Locomotion: jumping, weight carried, and other size dependent biomechanics.


  1. Yes, more bio/endurance nerd posts please!

  2. Ugh. On rereading the post I forgot to go back and edit the mugwump reference. Basically the client just wanted the trainer to fix the horse, but didn't want to know the details or the why because it just didn't interest her even though she was an excellent equestrian and loves her horses.

    Ok! More biology posts coming up! And some day a book illustrated with cartoons :-)

  3. Yes - more, please! Love it...

  4. Love the biology stuff, I'm still mulling over the bone remodeling post...

    I've always heard that working a horse on hard footing can cause problems like ringbone. If the horse is conditioned over time to be used to working on hard ground would this still be true?

    Many of our local trails here are basically gravel road (hard packed old logging roads with various levels of organic matter over top)or gravel jogging paths.

    My horse has been on these trails for several years and we have gradually increased our trotting and cantering over this ground. I try to not do these more than once or twice a week. Do you think this will cause problems later? Or, has his bone remodeled to handle the harder surface? I do try to keep him on softer footing as much as possible but sometimes its just too muddy (and that brings another whole set of problems!)

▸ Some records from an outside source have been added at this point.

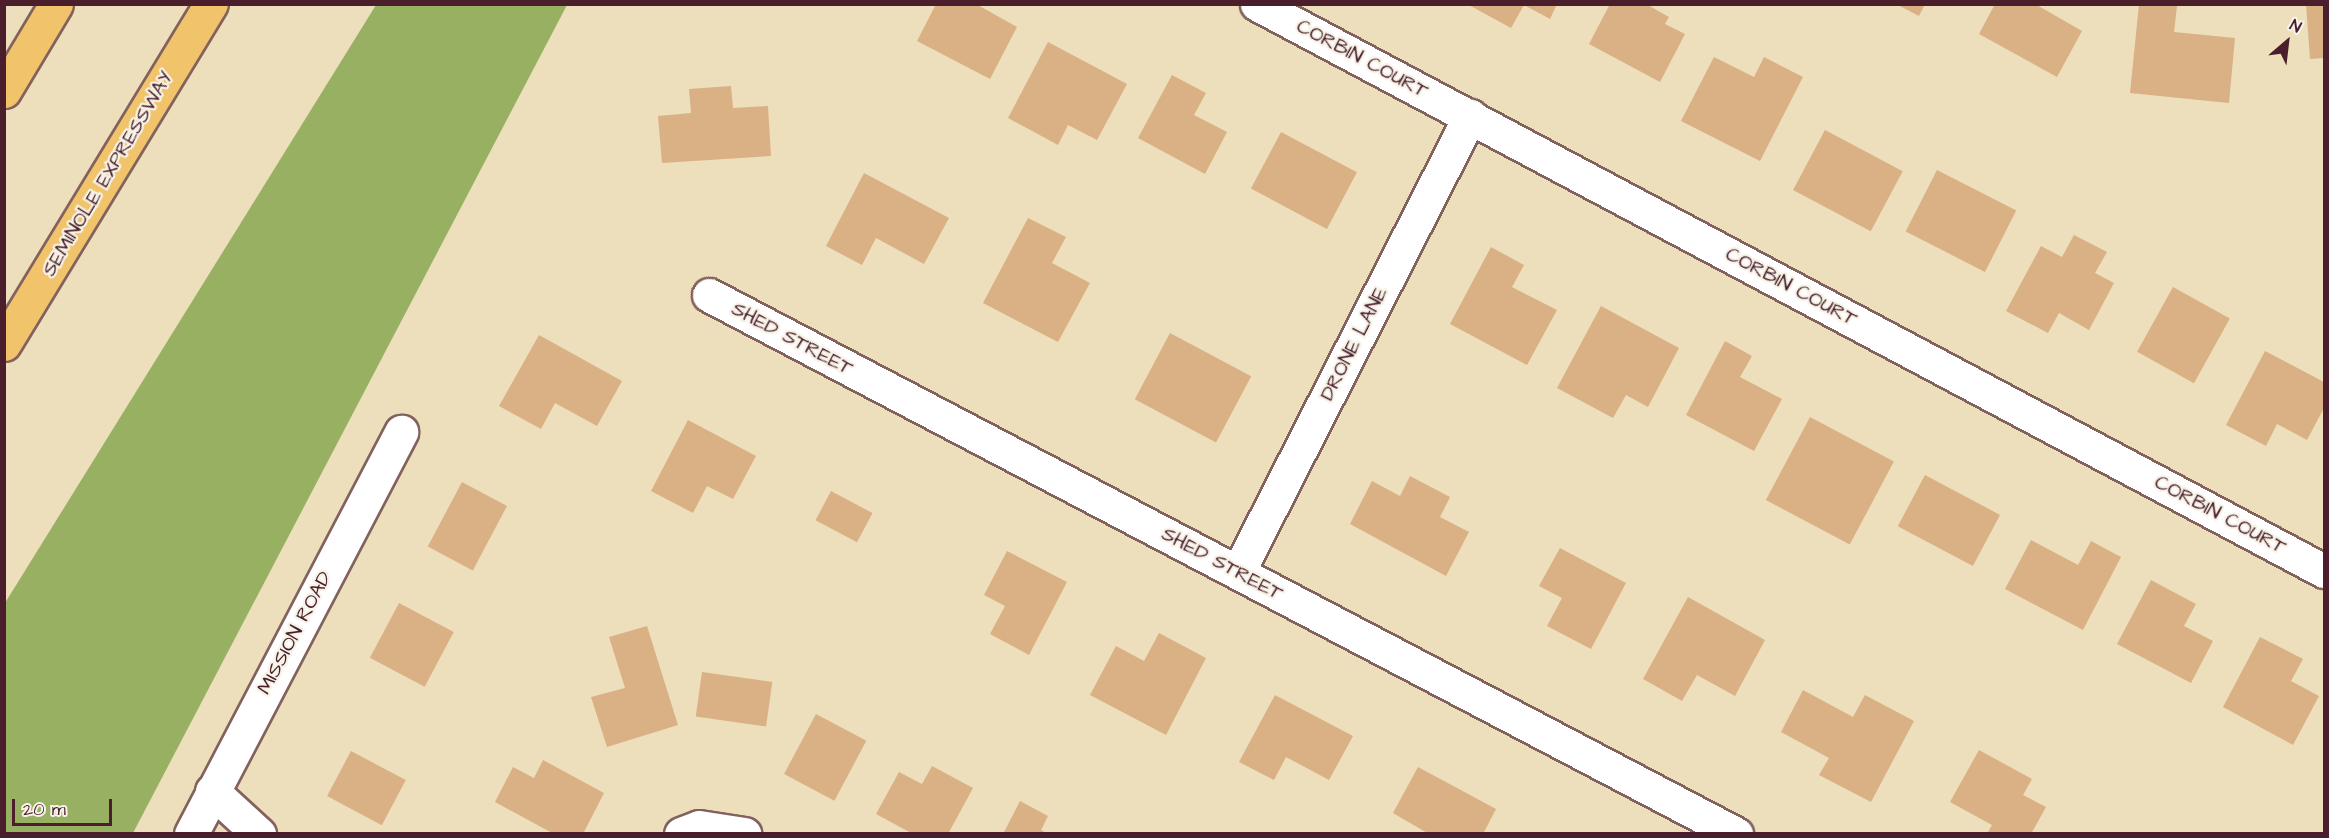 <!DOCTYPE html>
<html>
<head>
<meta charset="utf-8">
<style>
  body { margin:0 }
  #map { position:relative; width:2329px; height:838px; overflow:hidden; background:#eddebc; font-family:"Architects Daughter",sans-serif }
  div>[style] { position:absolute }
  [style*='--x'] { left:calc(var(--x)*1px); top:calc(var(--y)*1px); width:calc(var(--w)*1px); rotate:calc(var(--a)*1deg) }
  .forest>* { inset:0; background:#97b061 }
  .building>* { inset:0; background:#dab185; transform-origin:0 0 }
  .roads { filter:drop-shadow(2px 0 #83625e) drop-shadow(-2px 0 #83625e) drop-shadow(0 2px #83625e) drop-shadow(0 -2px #83625e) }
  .minor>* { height:33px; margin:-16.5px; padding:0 16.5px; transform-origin:16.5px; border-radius:16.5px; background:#fff }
  .highway>* { height:33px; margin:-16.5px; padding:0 16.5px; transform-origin:16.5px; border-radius:16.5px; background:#f1c36a }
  span { translate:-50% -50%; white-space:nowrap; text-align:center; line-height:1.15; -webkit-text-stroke:4.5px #f7f3e8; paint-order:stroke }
  .street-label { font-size:20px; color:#4a1f2b }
  .frame { position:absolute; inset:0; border:6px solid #4a1f2b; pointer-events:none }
  .north { position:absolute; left:2257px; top:12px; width:60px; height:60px; -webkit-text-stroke:4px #f7f3e8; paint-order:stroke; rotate:28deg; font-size:16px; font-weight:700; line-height:24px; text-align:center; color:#4a1f2b }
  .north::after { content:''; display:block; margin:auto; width:21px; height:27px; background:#4a1f2b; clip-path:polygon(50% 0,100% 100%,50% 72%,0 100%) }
  .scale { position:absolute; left:12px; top:799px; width:100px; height:27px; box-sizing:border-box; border:3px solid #4a1f2b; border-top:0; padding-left:8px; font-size:18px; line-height:21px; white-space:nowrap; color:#4a1f2b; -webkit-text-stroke:4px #f7f3e8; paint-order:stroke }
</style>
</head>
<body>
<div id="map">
  <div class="forest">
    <div style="clip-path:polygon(376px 5px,567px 5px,133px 833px,5px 833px,5px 603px)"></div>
  </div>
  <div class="building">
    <div style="clip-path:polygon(936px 4px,976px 4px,1017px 27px,990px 79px,917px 41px)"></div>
    <div style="clip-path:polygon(1467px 4px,1557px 4px,1550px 19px,1524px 5px,1511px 28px)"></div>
    <div style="clip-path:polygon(1610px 4px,1646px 4px,1669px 17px,1665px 24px,1685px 34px,1660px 82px,1589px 44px)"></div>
    <div style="clip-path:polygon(1896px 4px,1925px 4px,1919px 16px)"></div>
    <div style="clip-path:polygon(1995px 4px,2035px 4px,2082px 31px,2057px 77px,1979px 34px)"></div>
    <div style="clip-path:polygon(2139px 4px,2177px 6px,2174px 32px,2235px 38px,2229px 103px,2130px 93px)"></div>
    <div style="clip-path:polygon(2306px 4px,2324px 4px,2324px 58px,2310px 59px)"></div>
    <div style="clip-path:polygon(1048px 42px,1127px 84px,1097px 140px,1068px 125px,1058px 145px,1008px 118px)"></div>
    <div style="clip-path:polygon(1714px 57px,1754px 77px,1764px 57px,1803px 77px,1760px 161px,1681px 121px)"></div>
    <div style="clip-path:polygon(1172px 75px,1206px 93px,1194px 115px,1227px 132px,1205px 174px,1138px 138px)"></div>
    <div style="clip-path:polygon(731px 86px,733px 108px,768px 106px,771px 156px,662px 163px,658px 116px,691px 113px,689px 89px)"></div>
    <div style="left:1825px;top:130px;width:88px;height:68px;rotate:28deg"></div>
    <div style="left:1281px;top:132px;width:86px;height:64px;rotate:28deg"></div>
    <div style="left:1937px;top:170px;width:89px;height:69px;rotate:27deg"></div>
    <div style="clip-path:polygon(864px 173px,949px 218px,924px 264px,876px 238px,862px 265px,826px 246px)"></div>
    <div style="clip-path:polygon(1028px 218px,1066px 237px,1052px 263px,1090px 283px,1058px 342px,983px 303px)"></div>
    <div style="clip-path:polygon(2074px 235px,2107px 252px,2095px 273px,2114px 283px,2089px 330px,2059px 313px,2048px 333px,2006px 311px,2041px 246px,2062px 257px)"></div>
    <div style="clip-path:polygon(1491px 247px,1524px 265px,1512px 287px,1557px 310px,1527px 365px,1450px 324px)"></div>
    <div style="left:2173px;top:287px;width:65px;height:74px;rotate:29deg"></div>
    <div style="clip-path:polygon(1601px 306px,1679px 348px,1648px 407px,1626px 395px,1613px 418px,1557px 388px)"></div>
    <div style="left:1170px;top:333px;width:92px;height:75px;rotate:28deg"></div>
    <div style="clip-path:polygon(539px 335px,622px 381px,597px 426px,555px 403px,541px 429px,499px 406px)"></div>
    <div style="clip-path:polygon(1725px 341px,1752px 356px,1740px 377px,1782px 399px,1754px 451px,1686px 415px)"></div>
    <div style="clip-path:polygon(2265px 351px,2324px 382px,2324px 408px,2307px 440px,2277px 424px,2266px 446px,2226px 425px)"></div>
    <div style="left:1810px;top:417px;width:95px;height:94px;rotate:28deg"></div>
    <div style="clip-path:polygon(688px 420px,756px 456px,733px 499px,707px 486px,693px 513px,651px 491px)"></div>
    <div style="left:1925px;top:475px;width:85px;height:58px;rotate:28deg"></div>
    <div style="clip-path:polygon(1410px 476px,1450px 497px,1440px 517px,1469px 532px,1446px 576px,1350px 524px,1372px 481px,1400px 496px)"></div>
    <div style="left:462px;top:482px;width:51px;height:73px;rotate:28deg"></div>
    <div style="left:831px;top:491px;width:47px;height:33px;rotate:28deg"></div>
    <div style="clip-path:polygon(2031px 540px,2078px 565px,2091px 541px,2121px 557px,2083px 630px,2005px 589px)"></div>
    <div style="clip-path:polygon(1560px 548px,1626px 583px,1591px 649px,1547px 626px,1562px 598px,1539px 586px)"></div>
    <div style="clip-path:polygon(1007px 551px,1067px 582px,1029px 655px,990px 634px,1005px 606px,984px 595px)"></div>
    <div style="clip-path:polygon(2151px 580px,2196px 604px,2184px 626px,2213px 641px,2191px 683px,2117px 644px)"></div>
    <div style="clip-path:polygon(1688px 597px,1765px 640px,1735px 696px,1697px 675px,1682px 701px,1643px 679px)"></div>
    <div style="left:399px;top:603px;width:62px;height:62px;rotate:28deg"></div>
    <div style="clip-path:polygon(647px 626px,678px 725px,607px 747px,591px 697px,625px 688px,609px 637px)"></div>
    <div style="clip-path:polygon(1159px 633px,1206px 658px,1166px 735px,1090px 695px,1116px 646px,1144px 661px)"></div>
    <div style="clip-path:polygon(2260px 637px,2303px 659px,2291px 681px,2319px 696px,2293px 745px,2223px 707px)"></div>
    <div style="left:702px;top:672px;width:71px;height:45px;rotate:8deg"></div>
    <div style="clip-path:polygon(1803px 690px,1853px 717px,1865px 695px,1914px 721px,1871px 802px,1819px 775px,1829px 758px,1781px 732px)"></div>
    <div style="clip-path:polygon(1275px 695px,1353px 736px,1329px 780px,1286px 757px,1274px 780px,1239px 762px)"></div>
    <div style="left:816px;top:714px;width:57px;height:68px;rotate:28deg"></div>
    <div style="clip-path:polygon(1979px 750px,2032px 779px,2023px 795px,2046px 807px,2031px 834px,1987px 834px,1992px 825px,1950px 802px)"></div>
    <div style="left:351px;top:751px;width:62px;height:51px;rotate:28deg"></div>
    <div style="clip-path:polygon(543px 760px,604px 793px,583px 834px,554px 834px,495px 802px,513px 767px,534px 778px)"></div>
    <div style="clip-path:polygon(932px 766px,973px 788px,948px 834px,913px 834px,876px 814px,899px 772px,922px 784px)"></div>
    <div style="clip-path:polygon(1418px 767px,1496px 809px,1483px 834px,1429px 834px,1393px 813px)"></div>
    <div style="clip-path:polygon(1020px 801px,1048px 816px,1041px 830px,1048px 834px,1003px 834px)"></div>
  </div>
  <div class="roads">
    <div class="minor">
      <div style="--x:1257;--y:4;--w:1208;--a:27.99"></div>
      <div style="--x:709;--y:295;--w:1160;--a:27.69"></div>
      <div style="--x:1238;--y:572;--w:512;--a:-63.03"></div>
      <div style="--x:212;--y:791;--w:64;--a:42.5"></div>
      <div style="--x:191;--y:834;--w:454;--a:-62.4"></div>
      <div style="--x:681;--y:834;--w:19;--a:-21"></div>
      <div style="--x:699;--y:827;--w:46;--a:8.8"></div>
    </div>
    <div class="highway">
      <div style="--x:4;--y:91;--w:101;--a:-59.1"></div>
      <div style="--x:4;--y:344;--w:398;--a:-58.7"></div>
    </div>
  </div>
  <div class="street-label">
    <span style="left:1362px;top:59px;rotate:28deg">CORBIN COURT</span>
    <span style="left:108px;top:174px;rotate:-59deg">SEMINOLE EXPRESSWAY</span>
    <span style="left:1791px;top:287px;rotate:28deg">CORBIN COURT</span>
    <span style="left:792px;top:339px;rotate:28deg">SHED STREET</span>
    <span style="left:1354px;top:344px;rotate:-63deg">DRONE LANE</span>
    <span style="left:2220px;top:515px;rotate:28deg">CORBIN COURT</span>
    <span style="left:1222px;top:564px;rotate:28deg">SHED STREET</span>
    <span style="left:295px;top:633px;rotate:-62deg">MISSION ROAD</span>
  </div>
  <div class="frame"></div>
  <div class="north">N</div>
  <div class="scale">20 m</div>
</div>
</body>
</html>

  5. I am always ALWAYS very extremely interested in the how's and why's of horse biology. I am obsessed. I love to learn new things. And that mentality puts me above and beyond so many local horse professionals. It's kind of alarming, actually.

  6. Definitely interested in more. I always "star" or "like" your bio posts because while I read them, I know the information will slip away from me since I'm not always having to apply it in full on my typical day-to-day. I love being able to come back and scroll through the posts and glean good info when I am questioning things though. Its wonderful.

  7. Yes to the biology posts, and I would be especially interested in fill (for practical reasons) and the spleen (because I recently read something targeted at flat track horses that simultaneously 1) made sense out of a practice I've used pre-events because I stumbled on it and it seemed to work and 2) seemed possibly like total nonsense).

    Also in rabies, just because I find rabies fascinating.